Use of Ventricular Assist Devices (VAD) and heart transplantation (HT) for end stage cardiac failure have increased significantly in recent decades. These support strategies hold inherently different risks in the face on non-cardiac critical illness, and require multidisciplinary team management.
According to INTERMACS, more than 2500 VADs/year are implanted the USA. Most implanted devices are continuous flow left-VADs (75%) which deliver systemic cardiac output directly related to pump speed and inversely related to pressure gradient across the pump. Improved survivorship has resulted in increasing outpatient management, however 12-month mortality is 12%, and <30% of patients are major-event free for 1-year. Critical illness may be device related, including cerebrovascular accidents, gastrointestinal bleeding, infection or multi-organ system dysfunction. Alternatively, presenting complaints may be unrelated to the device, with 23-27% of VAD patients undergoing non-cardiac surgery during support. Regardless of etiology, patient management is inherently linked to optimizing device function. Maintaining Left-VAD flow depends on adequate preload, supported right ventricular contractility and afterload reduction whilst managing systemic vascular resistance. Attention to associated coagulopathy, anti-inflammatory therapy and early institution of anti-microbial agents should be considered.
HT is established therapy for end-stage heart failure, with more than 5000 HT reported to ISHLT in 2015. Complexity has increased due to comorbidities and recipient age.

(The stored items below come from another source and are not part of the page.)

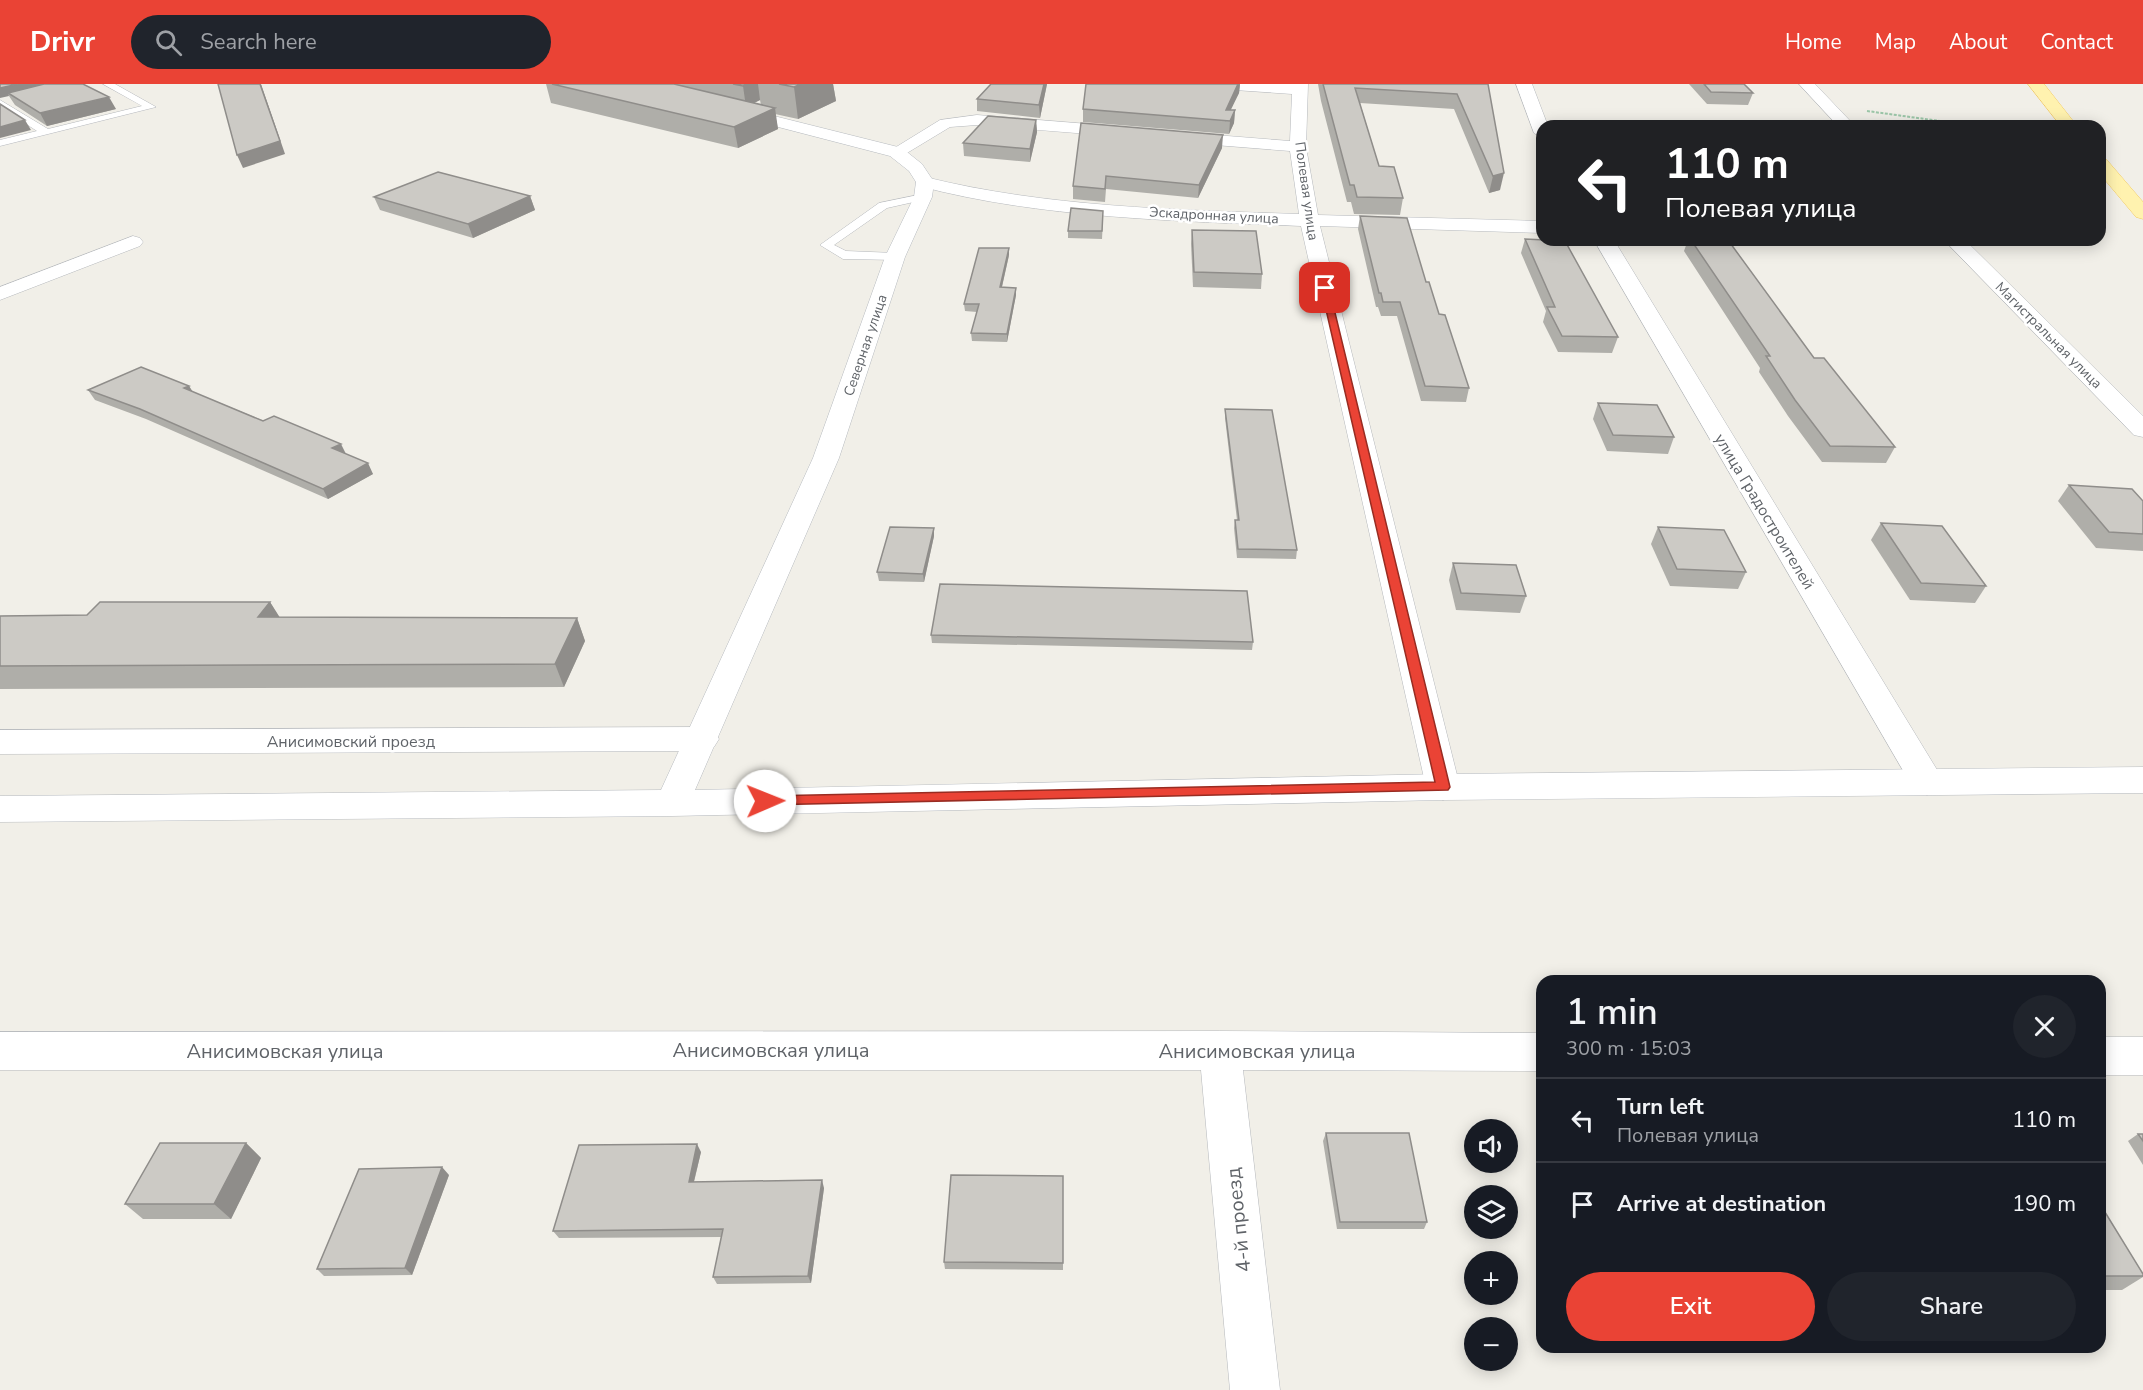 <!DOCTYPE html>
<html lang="en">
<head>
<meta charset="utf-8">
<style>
  body { margin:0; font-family:"Nunito Sans",sans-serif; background:#20242c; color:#f1f3f6; height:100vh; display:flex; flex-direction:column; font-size:22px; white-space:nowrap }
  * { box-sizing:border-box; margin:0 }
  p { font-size:20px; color:#9ea1a6 }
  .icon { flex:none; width:33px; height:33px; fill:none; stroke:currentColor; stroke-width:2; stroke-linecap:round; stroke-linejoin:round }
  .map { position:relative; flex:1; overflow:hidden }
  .panel { position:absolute; left:1536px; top:891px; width:570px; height:378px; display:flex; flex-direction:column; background:#171b24; border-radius:18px; box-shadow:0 3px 15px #0003 }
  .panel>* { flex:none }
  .hud { position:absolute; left:1536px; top:36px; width:570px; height:126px; border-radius:18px; box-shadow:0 3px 15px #0003; background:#202124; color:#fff; overflow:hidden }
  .buttons { position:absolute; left:1464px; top:1035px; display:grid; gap:12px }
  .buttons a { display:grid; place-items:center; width:54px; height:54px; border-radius:50%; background:#171b24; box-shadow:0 3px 15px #0003; font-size:30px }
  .pin { position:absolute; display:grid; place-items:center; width:51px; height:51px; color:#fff; margin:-26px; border-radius:12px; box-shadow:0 3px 9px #0006 }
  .me { position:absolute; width:66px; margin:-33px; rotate:89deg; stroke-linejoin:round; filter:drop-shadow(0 0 4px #0008) }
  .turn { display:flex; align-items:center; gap:21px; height:126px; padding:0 30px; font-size:27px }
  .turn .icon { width:78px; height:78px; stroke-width:2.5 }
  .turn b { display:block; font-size:42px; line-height:51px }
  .round { display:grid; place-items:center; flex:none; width:63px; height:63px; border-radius:32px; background:#20242c }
  .headline { display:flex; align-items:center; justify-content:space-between; height:102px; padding:0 30px }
  h1 { font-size:36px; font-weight:600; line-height:45px }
  .action { display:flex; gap:12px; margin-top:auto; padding:12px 30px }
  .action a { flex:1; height:69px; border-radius:36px; background:#ea4335; color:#fff; font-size:24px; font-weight:600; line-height:69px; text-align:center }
  .action a+a { background:#20242c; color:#f1f3f6 }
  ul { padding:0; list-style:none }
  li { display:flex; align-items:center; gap:18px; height:84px; padding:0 30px; border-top:2px solid #363941 }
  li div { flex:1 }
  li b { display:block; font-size:22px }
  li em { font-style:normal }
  header { display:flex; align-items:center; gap:36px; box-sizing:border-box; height:84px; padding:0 30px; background:#ea4335; color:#fff }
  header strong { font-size:28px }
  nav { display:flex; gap:33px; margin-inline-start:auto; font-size:21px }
  .search { width:420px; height:54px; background:#20242c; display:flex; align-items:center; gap:15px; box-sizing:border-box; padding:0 21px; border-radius:33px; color:#9ea1a6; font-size:22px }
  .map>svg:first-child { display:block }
</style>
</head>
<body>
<header>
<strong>Drivr</strong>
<div class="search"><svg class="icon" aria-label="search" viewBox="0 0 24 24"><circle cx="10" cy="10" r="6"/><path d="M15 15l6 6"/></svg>Search here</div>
<nav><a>Home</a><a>Map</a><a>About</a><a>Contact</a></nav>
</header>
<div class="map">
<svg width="2143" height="1306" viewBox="0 0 2143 1306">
  <rect width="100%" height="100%" fill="#f1efe8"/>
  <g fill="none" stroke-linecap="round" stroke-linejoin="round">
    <g stroke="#b5b8bc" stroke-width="1">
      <g id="lane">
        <polygon points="103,0 115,0 156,23 0,62 0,56 37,47 0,23 0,16 48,45 142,22"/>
        <polygon points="923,110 929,113 927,115 887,124 834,161 846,167 895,169 901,173 899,176 843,175 820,161 879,119"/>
      </g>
    </g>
    <g stroke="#b5b8bc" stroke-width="1">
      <g id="street">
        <path d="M1212,0h96l-2,63 12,68 224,6v12l-222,-7 140,561 -5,9 -12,4 -12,-4 -5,-9 -125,-561c-125,-5 -262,-8 -382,-40l-3,-4 9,-5c121,30 250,33 374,37l-9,-63 -113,-9 -8,-5 8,-5 113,9 2,-47 -72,-5z"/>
        <polygon points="1516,0 1532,0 1548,42 1542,42 1542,54 1534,49"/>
        <polygon points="1799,0 1815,0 1855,42 1838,42"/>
        <polygon points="977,31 1126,43 1134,48 1126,53 977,41 950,43 902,72 890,72 888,68 940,36"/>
        <polygon points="133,152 140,154 143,158 140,162 0,216 0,203"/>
        <polygon points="1594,156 1614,156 1939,689 1944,698 1939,707 1927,711 1915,707"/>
        <polygon points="1944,156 1965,156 2143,332 2143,353 2134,351"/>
        <polygon points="702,643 714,647 719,655 714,663 702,667 0,670 0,646"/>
        <polygon points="1220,947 1542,949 1542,987 1243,986 1280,1306 1230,1306 1201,986 0,986 0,948"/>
        <rect x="2100" y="953" width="43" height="38"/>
      </g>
    </g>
    <g stroke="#b6babf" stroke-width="1">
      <polygon id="secondary" points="734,22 902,64 922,80 934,98 932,113 905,173 839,374 695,706 1443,690 2143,683 2143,709 1443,716 672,732 0,738 0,712 661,706 813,374 885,173 914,113 916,98 909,87 890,72 728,30 726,27"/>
    </g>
    <g stroke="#f2c960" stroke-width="1">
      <g id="primary">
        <polygon points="2028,0 2044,0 2077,42 2061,42"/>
        <polygon points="2100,74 2106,75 2143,118 2143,135 2136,133 2100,90"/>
      </g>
    </g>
    <polyline stroke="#9cc7a9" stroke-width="2" stroke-dasharray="3 1.5" stroke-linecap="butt" points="1867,27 1976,42"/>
    <use href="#lane" fill="#fff" fill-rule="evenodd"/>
    <use href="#street" fill="#fff" fill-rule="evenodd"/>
    <use href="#secondary" fill="#fff" fill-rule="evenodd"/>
    <use href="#primary" fill="#fff2af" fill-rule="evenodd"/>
  </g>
  <g fill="#afaea9" fill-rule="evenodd">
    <polygon points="0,0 116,25 47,42 15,21 9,12"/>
    <path d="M546,0h287l3,17 -38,18 -23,-5 3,15 -40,19 -187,-45zM760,16l1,5 -7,-2z"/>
    <polygon points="991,0 1047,0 1040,34 977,27 977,15"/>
    <polygon points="1086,0 1240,0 1239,9 1230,26 1235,26 1234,39 1229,50 1083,38 1083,25"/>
    <polygon points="1318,0 1488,0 1500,106 1489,109 1454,25 1360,19 1379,82 1403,114 1400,131 1354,130 1351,118 1347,118 1321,17"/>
    <polygon points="1689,0 1744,0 1753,9 1748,21 1707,20"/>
    <polygon points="1036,36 1037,48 1030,78 964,72 963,59"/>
    <polygon points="1081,39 1222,64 1198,114 1106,105 1105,118 1073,115 1073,102"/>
    <polygon points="530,112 535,126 473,154 380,126 374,113"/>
    <polygon points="1360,132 1426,198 1469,304 1466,318 1421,317 1397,232 1381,232 1378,223 1376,223 1358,145"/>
    <polygon points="1103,134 1102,155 1068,154 1068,147"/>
    <polygon points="1192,146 1262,190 1261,205 1193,203 1191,160"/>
    <polygon points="1525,155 1618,253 1612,269 1558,268 1543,238 1546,227 1521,169"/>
    <polygon points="1688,156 1728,156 1814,274 1895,363 1886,379 1822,378 1788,332 1759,288 1760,284 1684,167"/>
    <polygon points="1009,171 1002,203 1016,211 1007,258 972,257 971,249 977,228 965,227 964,220"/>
    <polygon points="189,302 193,308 346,370 373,390 328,415 146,335 95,316 88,306"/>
    <polygon points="1598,319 1674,353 1668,370 1607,367 1593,335"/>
    <polygon points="1225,325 1297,466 1296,475 1237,474 1234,444 1235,436 1237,436 1225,334"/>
    <polygon points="2069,401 2143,417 2143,467 2096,464 2058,417"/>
    <polygon points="1881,439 1986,502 1975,519 1910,516 1871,456"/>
    <polygon points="1658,443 1746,488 1738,505 1670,502 1651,460"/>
    <polygon points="934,452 924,498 879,497 877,488"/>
    <polygon points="1453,479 1526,512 1520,529 1456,526 1449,496"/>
    <polygon points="270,518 279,533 577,534 585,557 564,603 0,605 0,532 87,531"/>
    <polygon points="931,551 1253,558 1252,566 932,559"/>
    <polygon points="1326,1049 1427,1138 1424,1145 1337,1145 1323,1057"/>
    <polygon points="2138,1050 2143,1050 2143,1081 2128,1057"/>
    <polygon points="246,1059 261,1074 231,1135 143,1135 125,1120"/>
    <polygon points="701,1068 694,1098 824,1104 811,1199 717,1200 713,1193 721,1153 559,1154 553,1147"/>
    <polygon points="449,1091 412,1191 324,1192 317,1185"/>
    <polygon points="1063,1092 1063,1186 945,1185 944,1178"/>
    <polygon points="2100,1120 2143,1190 2143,1193 2122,1206 2100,1206"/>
  </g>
  <g fill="#8f8d8a">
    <polygon points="18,0 63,0 8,9 9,12 0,14 0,4"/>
    <polygon points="260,0 261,0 285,70 243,84 237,71"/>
    <polygon points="748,0 758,0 760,16 746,23 743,2"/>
    <polygon points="801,0 833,0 836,17 798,35 794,3"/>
    <polygon points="1044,0 1047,0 1040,34 1039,21"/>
    <polygon points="1238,0 1240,0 1239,9 1225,38 1226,26"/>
    <polygon points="109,13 116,25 47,42 40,29"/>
    <polygon points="775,24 778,45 738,64 734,43"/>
    <polygon points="1235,26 1234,39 1229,50 1230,37"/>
    <polygon points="25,36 31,46 0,54 0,43"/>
    <polygon points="1036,36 1037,48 1030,78 1030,65"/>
    <polygon points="1223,51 1222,64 1198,114 1199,101"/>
    <polygon points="1504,89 1500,106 1489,109 1493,92"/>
    <polygon points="530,112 535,126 473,154 468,140"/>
    <polygon points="1009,164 1009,171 1000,211 1000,203"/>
    <polygon points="1016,204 1016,211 1007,258 1007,250"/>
    <polygon points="189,302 195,312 184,304"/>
    <polygon points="341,360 346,370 332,364"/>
    <polygon points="368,379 373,390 328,415 323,405"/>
    <polygon points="934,444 934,452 924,498 923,490"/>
    <polygon points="270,518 284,540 258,533"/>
    <polygon points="577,534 585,557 564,603 555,580"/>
    <polygon points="246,1059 261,1074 231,1135 214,1120"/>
    <polygon points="697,1060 701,1068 692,1105 689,1098"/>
    <polygon points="442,1083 449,1091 412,1191 405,1184"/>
    <polygon points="822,1096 824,1104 811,1199 808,1192"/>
  </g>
  <g fill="#cccac5" stroke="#8f8d8a" stroke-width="1.5">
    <polygon points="0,0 18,0 0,4"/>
    <polygon points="44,0 83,0 109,13 40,29 8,9"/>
    <polygon points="218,0 260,0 280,57 237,71"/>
    <polygon points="552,0 674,0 775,24 734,43"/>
    <polygon points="733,0 748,0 743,2"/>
    <polygon points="779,0 801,0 794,3"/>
    <polygon points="991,0 1044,0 1039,21 977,15"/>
    <polygon points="1086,0 1238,0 1226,26 1235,26 1230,37 1083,25"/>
    <polygon points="1323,0 1488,0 1504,89 1493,92 1457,10 1355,4 1379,82 1394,83 1403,114 1357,113 1354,101 1350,101"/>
    <polygon points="1704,0 1744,0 1753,9 1711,8"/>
    <polygon points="0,20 25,36 0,43"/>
    <polygon points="988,32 1036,36 1030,65 963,59"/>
    <polygon points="1081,39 1223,51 1199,101 1106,92 1105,105 1073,102"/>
    <polygon points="438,88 530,112 468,140 374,113"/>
    <polygon points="1071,124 1103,127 1102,147 1068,147"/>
    <polygon points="1360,132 1407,134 1426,198 1429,198 1439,230 1445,231 1469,304 1425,302 1400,218 1383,218 1381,209 1379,209"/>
    <polygon points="1192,146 1256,147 1262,190 1194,188"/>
    <polygon points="1525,155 1565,157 1618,253 1562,252 1547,223 1555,223"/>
    <polygon points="1691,156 1728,156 1814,274 1824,274 1895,363 1830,362 1795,316 1766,272 1770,272"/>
    <polygon points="979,164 1009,164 1000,203 1016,204 1007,250 971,249 979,220 964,220"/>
    <polygon points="141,283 189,302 184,304 263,337 274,332 341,360 332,364 368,379 323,405 140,325 88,306"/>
    <polygon points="1598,319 1657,321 1674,353 1613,351"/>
    <polygon points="1225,325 1272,326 1297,466 1238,465 1235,436 1239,436"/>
    <polygon points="2069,401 2132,405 2143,417 2143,450 2109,448"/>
    <polygon points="1881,439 1942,442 1986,502 1921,499"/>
    <polygon points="890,443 934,444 923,490 877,488"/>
    <polygon points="1658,443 1724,446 1746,488 1677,485"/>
    <polygon points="1453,479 1516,481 1526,512 1461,509"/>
    <polygon points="940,500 1247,507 1253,558 931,551"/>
    <polygon points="100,518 270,518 258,533 577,534 555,580 0,582 0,532 87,531"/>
    <polygon points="1326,1049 1409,1049 1427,1138 1340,1138"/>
    <polygon points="2138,1050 2143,1050 2143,1057"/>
    <polygon points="160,1059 246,1059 214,1120 125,1120"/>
    <polygon points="697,1060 689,1098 822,1096 808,1192 713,1193 723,1145 553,1147 579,1061"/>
    <polygon points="442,1083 405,1184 317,1185 359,1085"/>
    <polygon points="951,1091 1063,1092 1063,1179 944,1178"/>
    <polygon points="2100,1120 2143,1190 2143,1192 2100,1192"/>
  </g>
  <polygon fill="#ea4335" stroke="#982c22" stroke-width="1.5" points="1325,201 1329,204 1450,703 1448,706 760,721 758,717 765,712 1435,698 1321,204"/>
  <g text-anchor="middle" stroke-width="5" stroke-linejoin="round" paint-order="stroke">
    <g font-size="14" fill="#5f6368" stroke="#fff">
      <text transform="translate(1307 107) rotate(82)" y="5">Полевая улица</text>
      <text transform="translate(1214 131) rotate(3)" y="5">Эскадронная улица</text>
      <text transform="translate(2049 251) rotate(45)" y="5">Магистральная улица</text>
      <text transform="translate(865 261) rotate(-71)" y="5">Северная улица</text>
    </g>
    <g font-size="16" fill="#5f6368" stroke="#fff">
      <text transform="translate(1765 427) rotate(59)" y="6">улица Градостроителей</text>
      <text x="351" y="663">Анисимовский проезд</text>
    </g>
    <g font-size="20" fill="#5f6368" stroke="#fff">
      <text x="771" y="973">Анисимовская улица</text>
      <text x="285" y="974">Анисимовская улица</text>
      <text x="1257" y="974">Анисимовская улица</text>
      <text transform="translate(1238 1136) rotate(-96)" y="7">4-й проезд</text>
    </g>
  </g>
</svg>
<div class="buttons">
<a><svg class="icon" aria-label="sound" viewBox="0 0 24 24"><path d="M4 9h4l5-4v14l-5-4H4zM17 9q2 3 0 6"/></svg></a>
<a><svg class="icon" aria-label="layers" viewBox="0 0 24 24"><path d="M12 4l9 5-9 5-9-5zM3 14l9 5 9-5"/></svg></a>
<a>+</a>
<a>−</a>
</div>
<div class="pin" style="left:1325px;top:204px;background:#d93025"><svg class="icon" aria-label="arrive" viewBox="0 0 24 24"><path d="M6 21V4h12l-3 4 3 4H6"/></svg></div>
<svg class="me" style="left:765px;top:717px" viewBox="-20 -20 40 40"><circle r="19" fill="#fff"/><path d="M0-13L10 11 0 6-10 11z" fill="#ea4335"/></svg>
<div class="hud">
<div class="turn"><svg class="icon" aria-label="left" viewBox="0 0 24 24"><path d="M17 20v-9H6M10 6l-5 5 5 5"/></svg><div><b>110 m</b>Полевая улица</div></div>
</div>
<section class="panel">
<div class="headline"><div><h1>1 min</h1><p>300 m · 15:03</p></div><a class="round"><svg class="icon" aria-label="close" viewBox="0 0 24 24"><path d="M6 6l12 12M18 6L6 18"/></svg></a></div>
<ul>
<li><svg class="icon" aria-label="left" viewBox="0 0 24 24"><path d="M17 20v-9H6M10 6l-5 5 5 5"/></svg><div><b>Turn left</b><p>Полевая улица</p></div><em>110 m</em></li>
<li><svg class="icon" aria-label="arrive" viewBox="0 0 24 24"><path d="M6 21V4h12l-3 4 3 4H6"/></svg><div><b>Arrive at destination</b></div><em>190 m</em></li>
</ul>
<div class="action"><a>Exit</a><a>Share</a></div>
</section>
</div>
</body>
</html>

Etiologies of critical illness for HT patients include post-transplant complications such as acute rejection, graft failure and cardiac allograft vasculopathy. Acute rejection episodes affect >1/4 of patients within 1-year post-transplant. Systemic illnesses may also be associated with chronic immunosuppression, for example malignancy and unusual presentations of infectious disease; as well as medication toxicity where the post-transplant medication cocktail exacerbates underlying renal insufficiency and multi-organ dysfunction. Therapeutic interventions must also take into consideration potential drug-interactions. Recognizing and managing critical illness in the post-transplant population is exacerbated by vagal denervation blunting normal heart rate response, obscuring illness severity and limiting augmentation of cardiac output.